Data extracted from a collection
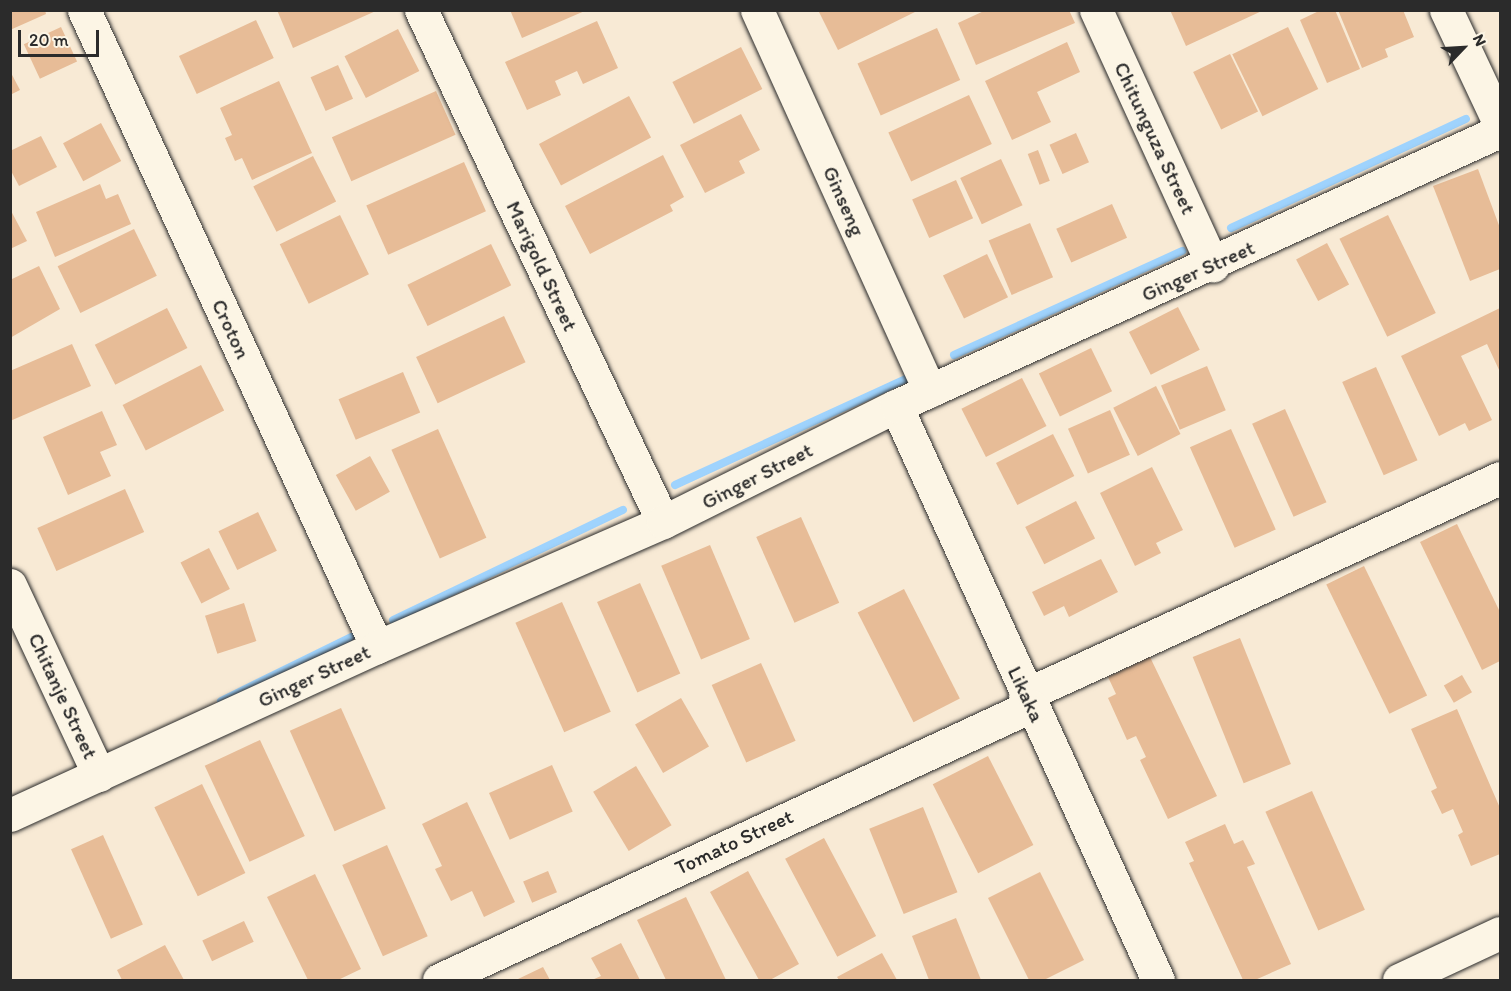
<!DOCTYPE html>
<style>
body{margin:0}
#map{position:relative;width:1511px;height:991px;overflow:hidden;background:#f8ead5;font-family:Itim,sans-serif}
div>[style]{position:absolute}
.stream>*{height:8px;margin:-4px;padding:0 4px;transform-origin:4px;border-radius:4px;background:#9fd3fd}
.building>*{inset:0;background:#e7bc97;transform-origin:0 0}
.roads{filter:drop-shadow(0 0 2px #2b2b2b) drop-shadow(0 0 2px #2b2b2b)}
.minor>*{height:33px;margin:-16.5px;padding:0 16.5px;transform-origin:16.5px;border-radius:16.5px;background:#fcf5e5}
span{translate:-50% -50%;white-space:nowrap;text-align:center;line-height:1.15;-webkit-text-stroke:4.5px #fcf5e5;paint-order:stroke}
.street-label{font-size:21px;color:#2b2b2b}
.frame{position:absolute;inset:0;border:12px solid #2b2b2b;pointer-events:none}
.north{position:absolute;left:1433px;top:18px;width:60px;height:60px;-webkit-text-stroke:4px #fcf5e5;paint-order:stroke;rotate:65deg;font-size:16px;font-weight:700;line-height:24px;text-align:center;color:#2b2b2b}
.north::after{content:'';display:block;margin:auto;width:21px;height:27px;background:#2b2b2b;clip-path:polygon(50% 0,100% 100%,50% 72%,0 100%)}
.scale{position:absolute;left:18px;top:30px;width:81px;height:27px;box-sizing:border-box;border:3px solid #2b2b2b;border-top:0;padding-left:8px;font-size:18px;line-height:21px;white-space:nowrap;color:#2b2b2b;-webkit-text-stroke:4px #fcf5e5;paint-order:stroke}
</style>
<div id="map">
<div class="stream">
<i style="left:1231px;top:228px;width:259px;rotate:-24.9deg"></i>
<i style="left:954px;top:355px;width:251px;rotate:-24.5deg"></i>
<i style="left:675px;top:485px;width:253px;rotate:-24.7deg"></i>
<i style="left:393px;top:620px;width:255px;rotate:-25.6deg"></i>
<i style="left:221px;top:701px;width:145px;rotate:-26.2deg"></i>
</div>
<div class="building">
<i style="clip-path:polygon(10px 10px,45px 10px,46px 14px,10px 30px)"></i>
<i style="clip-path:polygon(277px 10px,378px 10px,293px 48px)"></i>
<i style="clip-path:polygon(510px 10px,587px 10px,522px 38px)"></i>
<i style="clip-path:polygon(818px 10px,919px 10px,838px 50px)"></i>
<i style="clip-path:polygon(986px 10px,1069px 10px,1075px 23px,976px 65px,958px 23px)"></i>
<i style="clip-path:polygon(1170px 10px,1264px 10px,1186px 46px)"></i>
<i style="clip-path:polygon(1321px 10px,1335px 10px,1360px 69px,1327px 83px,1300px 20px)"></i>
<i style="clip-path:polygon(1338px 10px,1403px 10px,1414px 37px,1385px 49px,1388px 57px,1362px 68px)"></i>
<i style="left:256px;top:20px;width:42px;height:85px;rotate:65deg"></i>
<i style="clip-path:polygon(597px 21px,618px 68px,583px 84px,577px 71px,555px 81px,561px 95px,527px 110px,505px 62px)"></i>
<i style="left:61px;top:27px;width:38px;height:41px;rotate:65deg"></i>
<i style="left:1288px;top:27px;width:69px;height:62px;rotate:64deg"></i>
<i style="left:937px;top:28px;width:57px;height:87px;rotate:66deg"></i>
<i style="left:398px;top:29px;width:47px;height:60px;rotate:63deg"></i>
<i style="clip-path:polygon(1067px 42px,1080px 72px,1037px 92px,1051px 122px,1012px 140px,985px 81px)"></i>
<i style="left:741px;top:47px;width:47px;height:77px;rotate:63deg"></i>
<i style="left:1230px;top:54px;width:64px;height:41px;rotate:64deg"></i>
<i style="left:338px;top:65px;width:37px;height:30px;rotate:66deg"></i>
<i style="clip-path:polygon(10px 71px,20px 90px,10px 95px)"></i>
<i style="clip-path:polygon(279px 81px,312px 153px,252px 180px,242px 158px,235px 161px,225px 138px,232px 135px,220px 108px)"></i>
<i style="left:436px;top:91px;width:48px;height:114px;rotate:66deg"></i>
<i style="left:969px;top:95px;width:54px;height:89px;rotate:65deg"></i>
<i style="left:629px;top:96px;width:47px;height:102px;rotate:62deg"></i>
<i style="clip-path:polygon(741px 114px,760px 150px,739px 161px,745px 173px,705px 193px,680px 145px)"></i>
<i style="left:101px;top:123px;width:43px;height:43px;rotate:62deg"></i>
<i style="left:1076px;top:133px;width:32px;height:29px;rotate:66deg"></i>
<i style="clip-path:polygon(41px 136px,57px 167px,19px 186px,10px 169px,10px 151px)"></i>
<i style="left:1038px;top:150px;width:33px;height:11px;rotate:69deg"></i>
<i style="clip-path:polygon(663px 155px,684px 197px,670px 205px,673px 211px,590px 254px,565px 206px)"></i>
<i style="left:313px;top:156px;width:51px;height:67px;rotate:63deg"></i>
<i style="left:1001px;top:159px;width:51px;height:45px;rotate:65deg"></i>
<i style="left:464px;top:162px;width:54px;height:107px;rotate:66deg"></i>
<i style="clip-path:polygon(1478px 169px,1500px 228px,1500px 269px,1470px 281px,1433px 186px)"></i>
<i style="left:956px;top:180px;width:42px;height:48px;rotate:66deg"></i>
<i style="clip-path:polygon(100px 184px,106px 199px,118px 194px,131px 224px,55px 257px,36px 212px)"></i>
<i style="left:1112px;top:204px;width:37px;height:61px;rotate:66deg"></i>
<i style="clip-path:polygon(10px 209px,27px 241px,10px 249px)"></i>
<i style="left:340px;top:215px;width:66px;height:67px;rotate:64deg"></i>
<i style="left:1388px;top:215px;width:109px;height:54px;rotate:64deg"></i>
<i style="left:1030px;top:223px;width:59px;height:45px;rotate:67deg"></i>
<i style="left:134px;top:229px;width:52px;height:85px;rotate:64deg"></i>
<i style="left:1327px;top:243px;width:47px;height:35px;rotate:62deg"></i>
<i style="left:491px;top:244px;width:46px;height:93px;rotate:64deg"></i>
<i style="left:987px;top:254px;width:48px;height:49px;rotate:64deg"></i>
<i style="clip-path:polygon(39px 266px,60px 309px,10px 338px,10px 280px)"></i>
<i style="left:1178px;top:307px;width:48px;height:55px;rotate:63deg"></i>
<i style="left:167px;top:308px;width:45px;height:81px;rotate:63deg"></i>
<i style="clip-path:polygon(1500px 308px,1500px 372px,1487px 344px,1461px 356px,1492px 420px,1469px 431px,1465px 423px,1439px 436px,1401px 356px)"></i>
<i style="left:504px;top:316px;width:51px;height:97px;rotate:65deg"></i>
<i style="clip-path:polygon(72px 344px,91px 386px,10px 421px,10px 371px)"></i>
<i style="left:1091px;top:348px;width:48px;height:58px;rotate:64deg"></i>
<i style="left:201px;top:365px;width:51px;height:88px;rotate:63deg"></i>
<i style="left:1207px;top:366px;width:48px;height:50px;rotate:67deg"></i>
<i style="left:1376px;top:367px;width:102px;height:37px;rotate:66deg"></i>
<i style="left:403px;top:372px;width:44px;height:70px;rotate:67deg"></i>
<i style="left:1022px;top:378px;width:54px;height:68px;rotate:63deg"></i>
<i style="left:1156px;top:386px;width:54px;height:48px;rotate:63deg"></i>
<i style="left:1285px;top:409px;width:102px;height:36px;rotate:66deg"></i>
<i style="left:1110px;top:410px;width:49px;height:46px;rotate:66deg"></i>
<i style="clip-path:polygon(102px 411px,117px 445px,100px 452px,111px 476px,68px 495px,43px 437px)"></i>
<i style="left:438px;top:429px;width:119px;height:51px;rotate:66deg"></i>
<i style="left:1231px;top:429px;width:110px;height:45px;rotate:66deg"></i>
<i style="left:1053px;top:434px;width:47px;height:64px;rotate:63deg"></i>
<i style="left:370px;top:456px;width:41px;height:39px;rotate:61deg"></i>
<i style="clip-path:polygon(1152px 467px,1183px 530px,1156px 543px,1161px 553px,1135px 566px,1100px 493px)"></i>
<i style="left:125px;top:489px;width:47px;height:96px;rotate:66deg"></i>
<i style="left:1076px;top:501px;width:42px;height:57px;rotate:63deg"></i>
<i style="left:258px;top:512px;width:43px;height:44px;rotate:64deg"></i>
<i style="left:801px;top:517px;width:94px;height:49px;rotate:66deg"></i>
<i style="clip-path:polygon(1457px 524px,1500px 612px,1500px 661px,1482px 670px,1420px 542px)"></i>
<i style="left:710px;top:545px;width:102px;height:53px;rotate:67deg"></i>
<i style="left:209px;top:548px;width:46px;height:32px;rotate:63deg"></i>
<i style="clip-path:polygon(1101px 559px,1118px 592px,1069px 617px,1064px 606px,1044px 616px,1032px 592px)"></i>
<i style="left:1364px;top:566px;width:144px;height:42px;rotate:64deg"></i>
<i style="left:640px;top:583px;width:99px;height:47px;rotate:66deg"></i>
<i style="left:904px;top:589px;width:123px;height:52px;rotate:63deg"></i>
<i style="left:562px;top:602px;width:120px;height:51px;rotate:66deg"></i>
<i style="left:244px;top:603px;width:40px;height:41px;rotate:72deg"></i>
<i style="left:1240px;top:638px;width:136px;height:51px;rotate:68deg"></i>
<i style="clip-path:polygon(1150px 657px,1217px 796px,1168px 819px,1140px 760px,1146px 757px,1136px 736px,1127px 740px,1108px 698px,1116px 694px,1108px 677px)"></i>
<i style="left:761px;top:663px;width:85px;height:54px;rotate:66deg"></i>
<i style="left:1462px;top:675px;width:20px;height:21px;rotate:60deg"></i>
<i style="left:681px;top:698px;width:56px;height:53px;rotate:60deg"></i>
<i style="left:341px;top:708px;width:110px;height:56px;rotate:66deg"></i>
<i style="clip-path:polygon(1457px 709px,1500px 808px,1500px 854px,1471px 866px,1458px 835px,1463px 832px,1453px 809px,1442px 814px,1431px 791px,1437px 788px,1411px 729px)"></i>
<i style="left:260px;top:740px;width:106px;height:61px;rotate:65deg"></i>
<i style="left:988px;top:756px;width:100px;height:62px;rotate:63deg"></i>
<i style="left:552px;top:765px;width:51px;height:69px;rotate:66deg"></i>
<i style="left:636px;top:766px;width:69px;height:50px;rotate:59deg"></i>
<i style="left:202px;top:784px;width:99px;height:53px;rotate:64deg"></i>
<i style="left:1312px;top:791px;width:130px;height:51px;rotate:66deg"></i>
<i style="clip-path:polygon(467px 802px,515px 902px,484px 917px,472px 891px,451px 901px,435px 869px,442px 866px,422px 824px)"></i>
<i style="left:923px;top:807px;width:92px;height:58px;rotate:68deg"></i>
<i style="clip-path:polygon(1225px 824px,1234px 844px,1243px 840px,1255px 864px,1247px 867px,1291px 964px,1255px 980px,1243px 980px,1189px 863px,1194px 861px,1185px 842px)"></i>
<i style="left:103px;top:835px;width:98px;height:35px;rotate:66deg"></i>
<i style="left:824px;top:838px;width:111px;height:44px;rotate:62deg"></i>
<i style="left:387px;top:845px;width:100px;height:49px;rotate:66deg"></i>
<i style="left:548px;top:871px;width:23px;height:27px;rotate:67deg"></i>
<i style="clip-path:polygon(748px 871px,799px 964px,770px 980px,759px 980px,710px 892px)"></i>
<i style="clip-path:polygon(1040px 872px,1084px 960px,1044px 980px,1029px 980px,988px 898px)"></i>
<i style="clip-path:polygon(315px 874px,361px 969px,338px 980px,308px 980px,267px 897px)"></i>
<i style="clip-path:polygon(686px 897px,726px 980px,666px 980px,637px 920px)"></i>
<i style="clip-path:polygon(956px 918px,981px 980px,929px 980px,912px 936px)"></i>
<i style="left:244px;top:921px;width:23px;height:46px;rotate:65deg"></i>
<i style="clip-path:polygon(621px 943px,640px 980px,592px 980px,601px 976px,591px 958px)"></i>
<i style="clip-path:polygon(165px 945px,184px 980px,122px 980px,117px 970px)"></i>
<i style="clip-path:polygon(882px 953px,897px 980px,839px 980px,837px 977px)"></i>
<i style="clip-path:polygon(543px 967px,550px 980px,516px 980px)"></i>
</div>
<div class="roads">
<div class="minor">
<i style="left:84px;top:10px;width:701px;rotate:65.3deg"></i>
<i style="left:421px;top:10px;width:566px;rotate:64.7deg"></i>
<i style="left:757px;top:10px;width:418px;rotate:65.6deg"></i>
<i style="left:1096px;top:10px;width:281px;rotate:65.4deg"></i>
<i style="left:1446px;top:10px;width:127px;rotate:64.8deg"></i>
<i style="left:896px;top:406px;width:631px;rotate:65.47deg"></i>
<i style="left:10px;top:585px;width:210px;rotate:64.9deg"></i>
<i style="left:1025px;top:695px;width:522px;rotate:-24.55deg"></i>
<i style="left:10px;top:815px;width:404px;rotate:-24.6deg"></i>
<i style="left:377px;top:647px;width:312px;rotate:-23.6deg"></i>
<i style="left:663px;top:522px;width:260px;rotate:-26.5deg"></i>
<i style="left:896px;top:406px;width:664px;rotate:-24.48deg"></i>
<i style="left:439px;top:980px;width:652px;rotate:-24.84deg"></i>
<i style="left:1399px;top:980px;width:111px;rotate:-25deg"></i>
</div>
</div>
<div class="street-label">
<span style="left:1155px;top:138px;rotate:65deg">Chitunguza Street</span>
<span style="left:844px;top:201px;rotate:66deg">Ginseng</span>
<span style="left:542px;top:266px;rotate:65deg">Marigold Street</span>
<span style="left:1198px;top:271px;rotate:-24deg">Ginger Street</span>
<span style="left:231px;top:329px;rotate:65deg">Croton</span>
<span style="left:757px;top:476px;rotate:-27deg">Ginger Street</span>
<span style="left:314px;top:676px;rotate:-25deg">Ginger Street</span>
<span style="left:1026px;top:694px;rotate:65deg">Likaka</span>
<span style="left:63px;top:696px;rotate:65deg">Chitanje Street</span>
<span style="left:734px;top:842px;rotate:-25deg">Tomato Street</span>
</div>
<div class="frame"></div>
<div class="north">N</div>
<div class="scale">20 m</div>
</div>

• EXERCISE DETAILS
The images in the entries above should be left out; please reproduce exactly the lines from the first through the one containing "2px #2b2b2b) drop-shadow(0".

• RESULT FOR THIS EXERCISE
<!DOCTYPE html>
<style>
body{margin:0}
#map{position:relative;width:1511px;height:991px;overflow:hidden;background:#f8ead5;font-family:Itim,sans-serif}
div>[style]{position:absolute}
.stream>*{height:8px;margin:-4px;padding:0 4px;transform-origin:4px;border-radius:4px;background:#9fd3fd}
.building>*{inset:0;background:#e7bc97;transform-origin:0 0}
.roads{filter:drop-shadow(0 0 2px #2b2b2b) drop-shadow(0 0 2px #2b2b2b)}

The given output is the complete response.